Research Results and Analysis
Experimental Data and Results
The study evaluated SDMs using multiple benchmark datasets, including MNIST, Fashion-MNIST, CIFAR-10, Celeba, and LSUN Bedroom. By comparing the performance of SDMs with traditional ANNs and other SNN-based generative models, the key results are as follows:
- On the CIFAR-10 dataset, SDMs achieved an FID of 19.73 using only four time steps, approaching the ANN-based DDPM’s score of 19.04. When the number of time steps increased to eight, the FID further improved to 15.45, surpassing some ANN models.
- On the Fashion-MNIST dataset, SDMs consumed only about 30% of the energy required by ANNs, while delivering up to 11× better generative quality compared to similar SNN models.
- The introduction of the TSM module improved FIDs by an average of 18.4%, with only a negligible increase in model parameters (0.0002M), and without introducing significant additional energy consumption compared to existing SNN methods.
Method Comparisons and Extensibility
The researchers also compared direct training methods with ANN-to-SNN conversion methods for generation tasks.

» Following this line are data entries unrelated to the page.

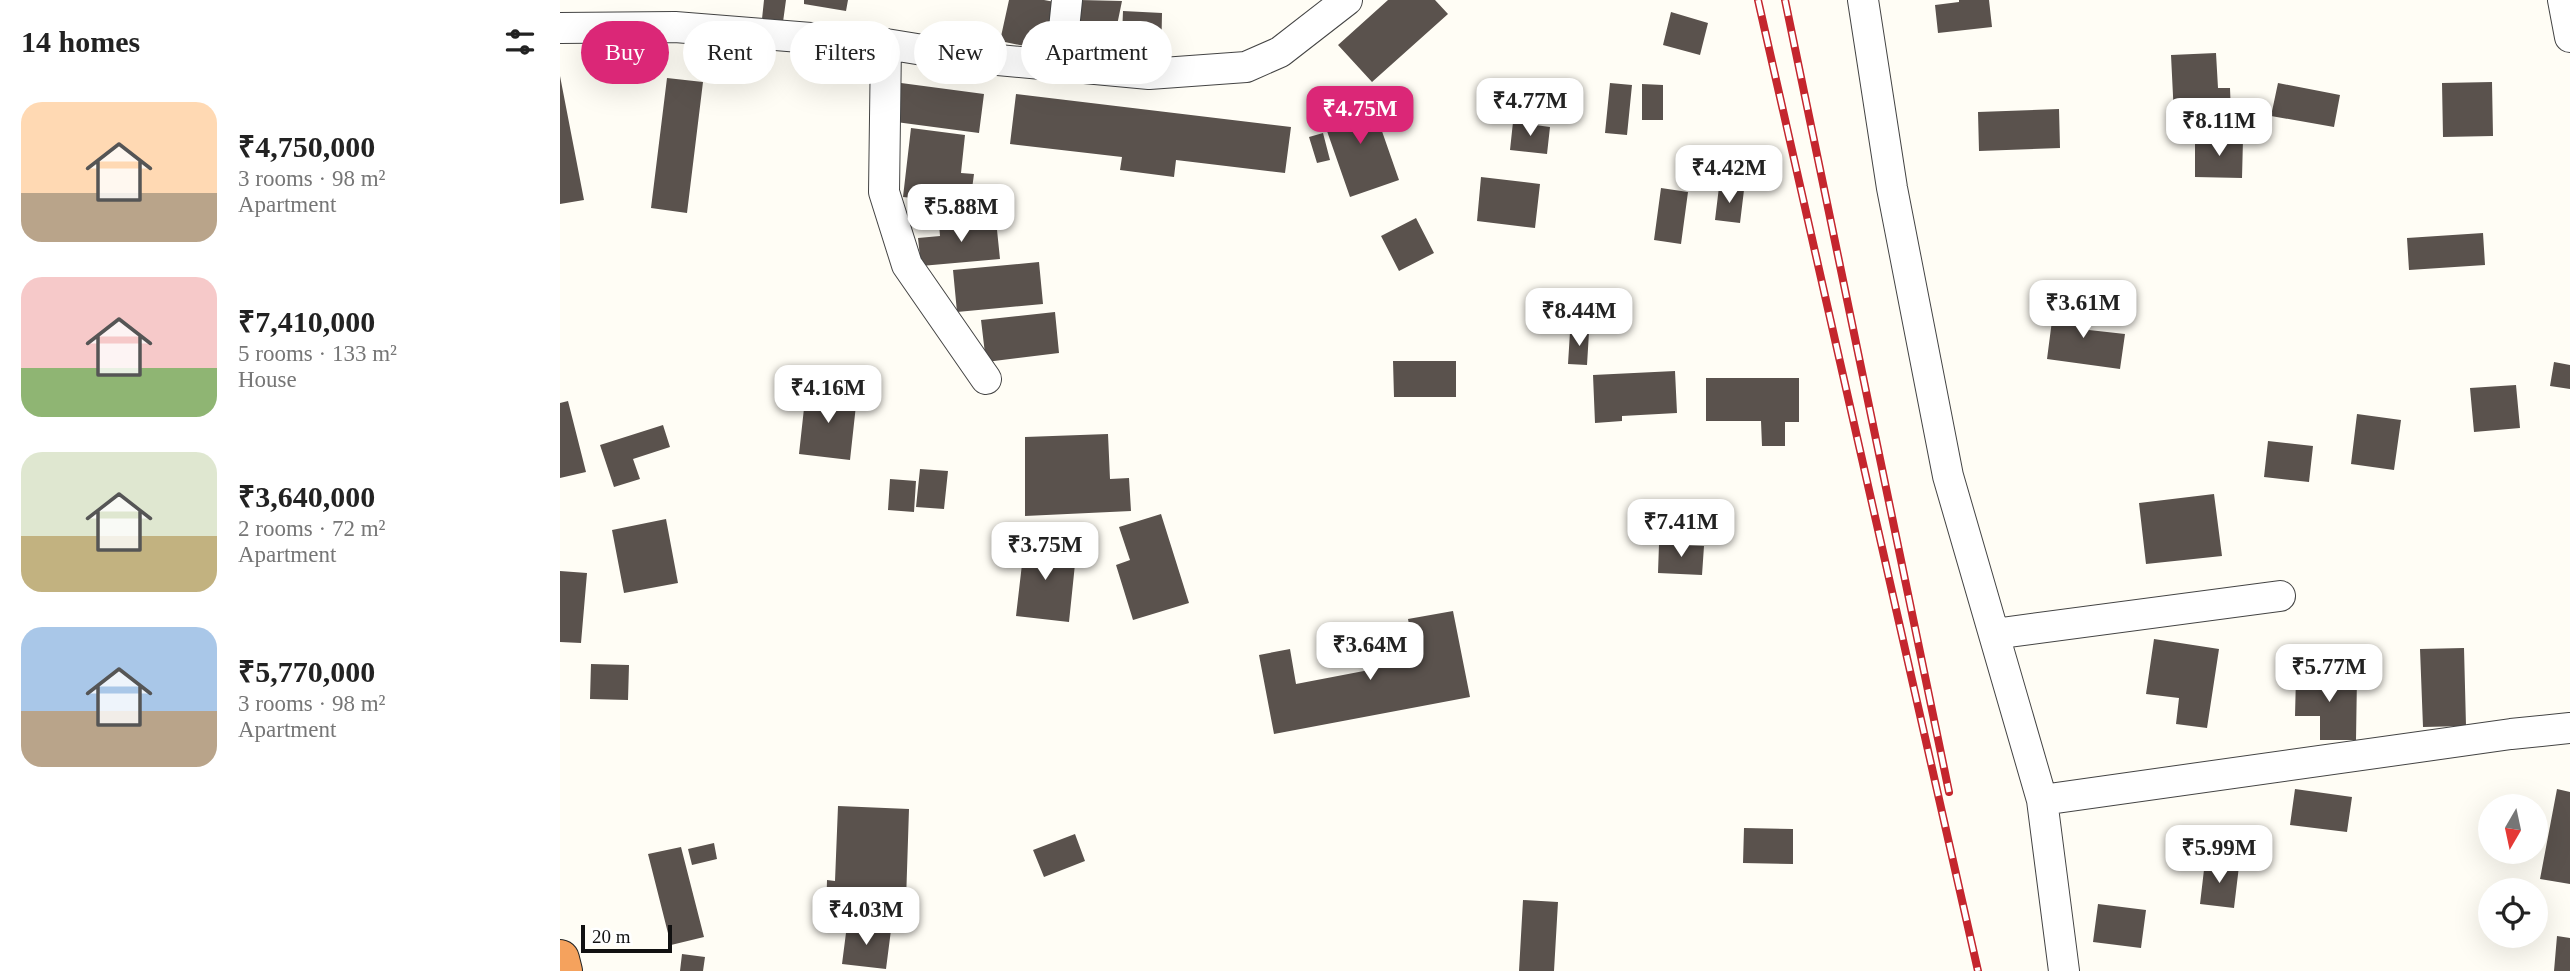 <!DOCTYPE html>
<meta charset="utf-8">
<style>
:root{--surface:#fff;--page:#f6f6f6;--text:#222;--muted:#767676;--accent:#db2777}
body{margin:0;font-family:Georgia,serif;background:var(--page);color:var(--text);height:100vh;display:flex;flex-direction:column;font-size:26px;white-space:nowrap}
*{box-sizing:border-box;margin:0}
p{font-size:23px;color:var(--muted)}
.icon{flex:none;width:38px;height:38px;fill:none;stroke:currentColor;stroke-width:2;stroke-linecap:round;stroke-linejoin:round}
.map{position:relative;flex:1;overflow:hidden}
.drawer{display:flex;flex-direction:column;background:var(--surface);width:560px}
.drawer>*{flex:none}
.top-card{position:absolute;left:21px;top:21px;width:665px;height:63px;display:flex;gap:14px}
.needle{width:46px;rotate:189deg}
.tools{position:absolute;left:1918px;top:794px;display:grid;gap:14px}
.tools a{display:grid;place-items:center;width:70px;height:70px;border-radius:50%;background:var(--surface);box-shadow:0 7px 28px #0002;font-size:35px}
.scale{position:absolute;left:21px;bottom:18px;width:91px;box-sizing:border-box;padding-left:7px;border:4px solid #111;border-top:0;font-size:19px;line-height:24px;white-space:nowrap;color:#111;-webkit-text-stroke:5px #fff;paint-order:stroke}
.price{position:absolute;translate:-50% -60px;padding:0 16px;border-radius:14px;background:#fff;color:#222;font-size:23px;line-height:46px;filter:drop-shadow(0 2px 4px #0008)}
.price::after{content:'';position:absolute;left:50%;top:42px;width:21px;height:16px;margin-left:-10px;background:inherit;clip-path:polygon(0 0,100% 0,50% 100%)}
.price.active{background:var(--accent);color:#fff}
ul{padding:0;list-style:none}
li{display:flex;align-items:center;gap:21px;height:175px;padding:0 21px}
li span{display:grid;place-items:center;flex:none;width:196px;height:140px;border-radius:21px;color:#555}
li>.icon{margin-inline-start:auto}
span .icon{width:84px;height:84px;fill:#fffc;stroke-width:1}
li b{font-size:30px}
h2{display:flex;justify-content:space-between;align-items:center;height:84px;padding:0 21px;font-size:30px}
.tag{padding:0 24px;border-radius:32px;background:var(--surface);box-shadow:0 7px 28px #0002;font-size:24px;line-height:63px}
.tag.active{background:var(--accent);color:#fff}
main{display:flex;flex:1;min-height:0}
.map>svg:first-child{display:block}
.building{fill:#5a524d}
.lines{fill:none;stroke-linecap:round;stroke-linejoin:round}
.minor-casing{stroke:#444;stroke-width:32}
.highway-casing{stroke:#222;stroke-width:40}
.minor{stroke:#fff;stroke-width:30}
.highway{stroke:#f5a25d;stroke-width:38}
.rail-casing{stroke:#c4262e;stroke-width:8}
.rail{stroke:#fff;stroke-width:5;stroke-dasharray:16;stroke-linecap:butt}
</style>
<main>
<section class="drawer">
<h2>14 homes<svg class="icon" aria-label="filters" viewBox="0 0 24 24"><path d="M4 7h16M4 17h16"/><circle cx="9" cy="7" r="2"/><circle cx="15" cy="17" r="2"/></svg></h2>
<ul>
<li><span style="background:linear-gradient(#ffd9b3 65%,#b9a48a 0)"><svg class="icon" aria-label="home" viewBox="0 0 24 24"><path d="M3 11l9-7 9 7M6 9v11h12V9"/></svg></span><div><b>₹4,750,000</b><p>3 rooms · 98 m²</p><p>Apartment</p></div></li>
<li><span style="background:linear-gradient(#f6c9c9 65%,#8fb573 0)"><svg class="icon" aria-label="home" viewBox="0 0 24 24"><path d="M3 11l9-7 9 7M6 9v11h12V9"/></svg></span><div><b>₹7,410,000</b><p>5 rooms · 133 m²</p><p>House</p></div></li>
<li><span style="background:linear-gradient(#dfe7d0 60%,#c2b280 0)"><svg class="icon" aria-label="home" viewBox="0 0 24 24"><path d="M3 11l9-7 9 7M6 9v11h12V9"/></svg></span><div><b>₹3,640,000</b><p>2 rooms · 72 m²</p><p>Apartment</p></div></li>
<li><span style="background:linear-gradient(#a9c7e8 60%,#b9a48a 0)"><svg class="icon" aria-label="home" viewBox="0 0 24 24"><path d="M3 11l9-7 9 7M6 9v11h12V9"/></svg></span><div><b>₹5,770,000</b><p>3 rooms · 98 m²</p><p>Apartment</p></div></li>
</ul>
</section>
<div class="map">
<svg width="2010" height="971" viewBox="0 0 2010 971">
<rect width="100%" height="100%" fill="#fffdf5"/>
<!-- building -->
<path class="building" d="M204,0h22l-3,22 -21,-3z
M244,0h44l-2,11 -42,-7z
M449,0h35l16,3 -11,48 -49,-10z
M520,0l42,1 -12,58 -40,-8z
M828,0h47l13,14 -76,68 -34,-37z
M1399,0h30l3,27 -54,6 -3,-28 24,-3z
M563,11l39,2 -1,50 -40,-2z
M1111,12l37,11 -8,32 -37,-10z
M1656,53l2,35h12l1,26 -57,2 -3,-61z
M0,76l24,124 -24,4z
M107,78l36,4 -16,131 -36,-5z
M1932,82l1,54 -50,1 -1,-54z
M341,83l83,11 -5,39 -83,-11z
M1050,83l22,2 -5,50 -22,-2z
M1718,83l62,12 -6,32 -63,-11z
M1082,84l21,1v35h-21z
M456,94l275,33 -6,46 -109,-13 -2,17 -54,-7 2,-13 -112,-13z
M809,94l30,86 -49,17 -30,-86z
M1499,109l1,39 -81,3 -1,-39z
M953,122l37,5 -3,27 -37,-4z
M351,128l54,7 -4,38 13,1 -4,30 -67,-7z
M763,133l7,27 -13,3 -8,-26z
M1635,138l48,1 -1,39 -47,-1z
M921,177l59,7 -5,44 -58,-7z
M1159,187l25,3 -4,33 -25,-3z
M1101,188l27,4 -7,52 -27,-4z
M856,218l18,35 -35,18 -18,-35z
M436,220l4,39 -79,7 -3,-28 22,-2 -1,-12z
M1923,233l2,32 -76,5 -2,-32z
M479,262l4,42 -86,8 -4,-42z
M1494,305l38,5 -3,20 36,4 -5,35 -73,-10z
M495,312l4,41 -73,9 -5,-42z
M1010,332h19l-2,33 -19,-1z
M833,361h63v36h-62z
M1994,362l16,3v24l-20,-3z
M1115,371l2,42 -55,3v5l-27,2 -2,-48z
M1146,378h93v44h-14v24h-23l-1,-25h-55z
M1956,385l4,43 -46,4 -4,-44z
M246,390l51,6 -7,64 -51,-6z
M8,401l18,71 -26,6v-75z
M1797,414l44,6 -7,50 -43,-6z
M103,425l7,22 -37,12 7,20 -26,8 -14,-42z
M548,434l2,45 19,-1 2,33 -106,5v-79z
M1708,441l45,5 -4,36 -45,-5z
M360,469l28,2 -4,38 -28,-2z
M330,479l26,2 -2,31 -26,-2z
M1654,494l8,62 -76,8 -7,-61z
M601,514l28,89 -56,17 -17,-55 14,-5 -11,-33z
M106,519l12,64 -54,10 -12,-63z
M465,538l41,5 -3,20 12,1 -6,58 -53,-6z
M1099,544l45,2 -2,29 -44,-2z
M0,571l27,2 -6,70 -21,-1z
M893,611l17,86 -196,37 -15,-79 31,-6 6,35 120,-23 -8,-42z
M1594,639l65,10 -12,79 -31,-4 3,-26 -33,-4z
M1904,648l2,78 -43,1 -3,-78z
M31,664l38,1 -1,35 -38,-1z
M1736,676h61l-1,64h-36v-24h-25z
M1735,789l57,8 -5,35 -57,-7z
M1997,789l13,3v92l-30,-5z
M278,806l71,3 -3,92 -37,-1 -1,22 -42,-2 1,-40 8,1z
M1184,828l49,1v35l-50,-1z
M515,834l10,27 -41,16 -11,-27z
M154,843l3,16 -25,6 -4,-16z
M121,847l23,90 -33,8 -23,-91z
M1645,861l34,5 -5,42 -34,-4z
M963,900l35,2 -4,69h-35z
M1538,904l48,6 -5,38 -48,-6z
M287,925l44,5 -5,39 -44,-5z
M1997,936l13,2v33h-16z
M122,954l23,3 -2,14h-23z"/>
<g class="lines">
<defs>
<path id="minor" d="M1303,0l29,188 56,288 94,324 22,171
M2003,0l7,37
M0,28l115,-1 211,17 80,13 183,17 97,-7 34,-15 67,-52
M326,44l-2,148 23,73 79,114
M500,67l7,-67
M1434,634l286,-38
M1482,800l469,-66 59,-6"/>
<path id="highway" d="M0,959l3,12"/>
</defs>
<!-- minor casing -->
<use href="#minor" class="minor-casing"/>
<!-- highway casing -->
<use href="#highway" class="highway-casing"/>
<!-- minor -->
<use href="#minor" class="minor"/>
<!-- highway -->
<use href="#highway" class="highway"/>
<defs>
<path id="rail" d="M1198,0l220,971
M1225,0l164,792"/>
</defs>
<!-- rail casing -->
<use href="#rail" class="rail-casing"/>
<!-- rail -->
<use href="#rail" class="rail"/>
</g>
</svg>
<div class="tools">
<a><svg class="needle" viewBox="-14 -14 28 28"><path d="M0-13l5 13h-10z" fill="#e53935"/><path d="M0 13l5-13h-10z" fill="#767676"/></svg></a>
<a><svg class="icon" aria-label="locate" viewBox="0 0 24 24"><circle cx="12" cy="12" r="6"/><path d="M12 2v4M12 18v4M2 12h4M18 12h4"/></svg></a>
</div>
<div class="scale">20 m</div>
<b class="price" style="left:970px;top:138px">₹4.77M</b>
<b class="price active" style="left:800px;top:146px">₹4.75M</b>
<b class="price" style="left:1659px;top:158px">₹8.11M</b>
<b class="price" style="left:1169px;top:205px">₹4.42M</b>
<b class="price" style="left:401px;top:244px">₹5.88M</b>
<b class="price" style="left:1523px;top:340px">₹3.61M</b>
<b class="price" style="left:1019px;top:348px">₹8.44M</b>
<b class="price" style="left:268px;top:425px">₹4.16M</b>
<b class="price" style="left:1121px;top:559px">₹7.41M</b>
<b class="price" style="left:485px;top:582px">₹3.75M</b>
<b class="price" style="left:810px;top:682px">₹3.64M</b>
<b class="price" style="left:1769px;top:704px">₹5.77M</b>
<b class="price" style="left:1659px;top:885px">₹5.99M</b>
<b class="price" style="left:306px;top:947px">₹4.03M</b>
<div class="top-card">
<a class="tag active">Buy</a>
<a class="tag">Rent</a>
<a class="tag">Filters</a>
<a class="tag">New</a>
<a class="tag">Apartment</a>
</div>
</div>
</main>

While ANN-to-SNN methods have proven effective in classification, they performed slightly less effectively in generative tasks. However, with additional fine-tuning (FT), the method achieved an FID improvement from 51.18 to 29.53.
Conclusion and Significance
Scientific Value of the Research
The introduction of Spiking Diffusion Models marks a breakthrough in using SNNs for generative tasks, achieving performance on par with traditional ANN models under low-energy conditions. This work not only provides innovative insights into algorithm design but also highlights the vast potential of SNNs in the generative domain.
Application Prospects
The high efficiency of SDMs lays a foundation for image generation and inference on low-power devices, such as neuromorphic hardware. Furthermore, their potential applications extend to text generation and audio generation. By integrating SDMs with large language models (e.g., GPT), more complex tasks like text-to-image generation could also be realized in the future.
Research Highlights
- The first implementation of the Temporal-Wise Spiking Mechanism (TSM) in SNN-based generative tasks.
- The proposal of a training-free Threshold Guidance (TG) strategy that significantly improves generative quality without requiring additional training.
- Comprehensive empirical analysis shows that SDMs consume only 37.5% of the energy required by traditional ANNs while achieving performance that can surpass some ANN models.
Outlook
Despite its significant achievements, there are still limitations in the current model, such as relatively small time steps and limited resolution adaptability. Future research should focus on high-resolution datasets (e.g., ImageNet) and explore multimodal generative tasks to achieve stronger generalizability and practicality. Additionally, SDMs are poised to play a crucial role in sustainable computing and energy-efficient AI applications.